Stop Complaining and Start Doing

Posted: Jun 27, 2013 12:12 PM
Stop Complaining and Start Doing

One of the best lines of advice I've ever gotten came from my aunt Rose in the third grade: "Stop complaining about what you don't like, and do what you can to change it." I took her advice that afternoon, had a much better school year because of it, and promised myself I'd never forget her words of wisdom.

So here I am today, immersed in a sea of politics and culture wars, TV and radio debates, panel discussions and Q & A sessions where I'm challenged to think hard about who I am, what I value, and what messages I hope to convey to the listeners and viewers who count on me to tell them what I really think.

There's never a day that goes by that I don't think about my aunt's advice. So, let's do ourselves--and our country--a favor and apply it.

Yes, the mainstream media is painfully biased. Yes, the Obama administration has and will continue to use Hollywood and the entertainment industry to push its agenda. Yes, the Left has been highly focused on--and skilled at--using pop culture outlets to shift public opinion on political, cultural, and social issues. Yes, academia is often in the brainwashing business and revisionist history is alive and well.

And now for my controversial statement--So what? What do the Left's tactics have to do with me or my ability to counter them with smart policy, solid media strategy, innovative marketing, effective delivery, creative projects, and youth outreach? Nothing. They have absolutely nothing to do with me. Unless, of course, I spend more time complaining about what's wrong than challenging it. That, I'm afraid, is a mistake being made all too often on the right.

Yes, talking Obamacare repeal is important. But what's more important is having smart, charismatic free-market enthusiasts in media, at events, and in liberal hubs talking specifics about alternatives. Why are the alternatives better? Who stands to gain? Why should young people care?

Where are the hired messengers for this? In D.C. talking to each other? On TV being non-specific? Writing up proposals they can toss on a website that the ideal target audience will never read?

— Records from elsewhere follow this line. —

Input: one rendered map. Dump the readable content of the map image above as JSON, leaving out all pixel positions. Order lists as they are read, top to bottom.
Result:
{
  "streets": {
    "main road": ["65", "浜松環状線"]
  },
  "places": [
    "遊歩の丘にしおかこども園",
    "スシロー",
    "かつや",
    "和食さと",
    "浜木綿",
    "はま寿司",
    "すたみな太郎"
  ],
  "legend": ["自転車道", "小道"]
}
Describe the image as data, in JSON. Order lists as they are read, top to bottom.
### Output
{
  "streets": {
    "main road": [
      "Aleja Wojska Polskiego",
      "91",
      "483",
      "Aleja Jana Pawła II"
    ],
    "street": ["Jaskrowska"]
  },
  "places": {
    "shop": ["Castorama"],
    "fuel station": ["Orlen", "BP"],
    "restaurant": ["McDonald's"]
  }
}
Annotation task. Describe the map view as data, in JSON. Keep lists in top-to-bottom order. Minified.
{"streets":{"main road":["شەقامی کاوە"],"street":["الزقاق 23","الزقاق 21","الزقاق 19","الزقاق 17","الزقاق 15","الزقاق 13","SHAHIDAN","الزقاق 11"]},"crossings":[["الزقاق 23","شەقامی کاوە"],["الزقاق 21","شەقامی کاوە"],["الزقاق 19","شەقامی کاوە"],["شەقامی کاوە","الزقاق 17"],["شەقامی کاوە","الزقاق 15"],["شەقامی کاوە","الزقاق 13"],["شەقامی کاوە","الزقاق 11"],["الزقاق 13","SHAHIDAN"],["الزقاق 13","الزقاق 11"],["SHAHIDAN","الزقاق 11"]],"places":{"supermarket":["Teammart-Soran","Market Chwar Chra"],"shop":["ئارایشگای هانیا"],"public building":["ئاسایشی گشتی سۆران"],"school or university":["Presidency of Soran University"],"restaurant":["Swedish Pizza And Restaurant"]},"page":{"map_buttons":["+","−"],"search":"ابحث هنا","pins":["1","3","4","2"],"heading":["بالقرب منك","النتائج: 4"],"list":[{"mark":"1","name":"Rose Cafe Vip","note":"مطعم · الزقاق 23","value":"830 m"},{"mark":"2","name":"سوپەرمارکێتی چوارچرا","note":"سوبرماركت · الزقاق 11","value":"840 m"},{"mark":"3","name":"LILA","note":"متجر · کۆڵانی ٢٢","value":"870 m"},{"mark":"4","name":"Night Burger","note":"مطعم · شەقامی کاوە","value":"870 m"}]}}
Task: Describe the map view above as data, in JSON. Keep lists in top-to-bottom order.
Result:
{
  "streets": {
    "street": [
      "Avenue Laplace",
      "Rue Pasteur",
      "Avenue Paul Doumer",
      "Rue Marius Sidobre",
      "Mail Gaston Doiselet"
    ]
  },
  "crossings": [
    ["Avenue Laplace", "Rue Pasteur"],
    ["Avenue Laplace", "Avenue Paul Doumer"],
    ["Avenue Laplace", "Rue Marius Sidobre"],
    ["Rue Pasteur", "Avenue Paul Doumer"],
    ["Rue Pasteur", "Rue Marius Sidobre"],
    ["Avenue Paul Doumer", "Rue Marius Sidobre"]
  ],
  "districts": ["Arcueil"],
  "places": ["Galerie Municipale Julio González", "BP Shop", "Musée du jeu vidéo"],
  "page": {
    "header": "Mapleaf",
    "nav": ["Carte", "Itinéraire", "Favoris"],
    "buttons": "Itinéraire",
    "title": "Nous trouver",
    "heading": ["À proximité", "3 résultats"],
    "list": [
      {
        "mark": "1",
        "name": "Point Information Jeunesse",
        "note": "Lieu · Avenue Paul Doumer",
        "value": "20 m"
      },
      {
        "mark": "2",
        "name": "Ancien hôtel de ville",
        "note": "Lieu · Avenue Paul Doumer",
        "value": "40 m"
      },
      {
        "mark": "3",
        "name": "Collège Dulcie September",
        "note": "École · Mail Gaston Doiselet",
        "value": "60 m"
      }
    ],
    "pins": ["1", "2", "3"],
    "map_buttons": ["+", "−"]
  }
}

Yes, speaking at conservative college forums is very important. But what's more important is speaking at college liberal forums. Be the odd man or woman out. Challenge the status quo. I promise you that someone in that room will leave thinking about what you've said. I did it as a student at Columbia University, I did it among professors while working in academia, and I do it every day in liberal New York City. Trust me, eyes and ears do open.

Conservative and libertarian novelists, filmmakers, artists, musicians, clothing designers--challenge the system. Use your creativity and talent to define this movement; don't let the Left define it for you. Will it be hard to get projects published and promoted? Sure. You know what else was hard? The drafting of the Constitution. They managed to get it done.

There are people in this business who are content to preach to the choir, spew talking points, and hope for the best. I'm not one of them. So I ask you to join me in working to get people of all ages, races, religions, and professions to think a little harder, to open their eyes and ears a little wider, and to question what many in media and academia have told them for so long.

In other words, let's stop complaining and start doing.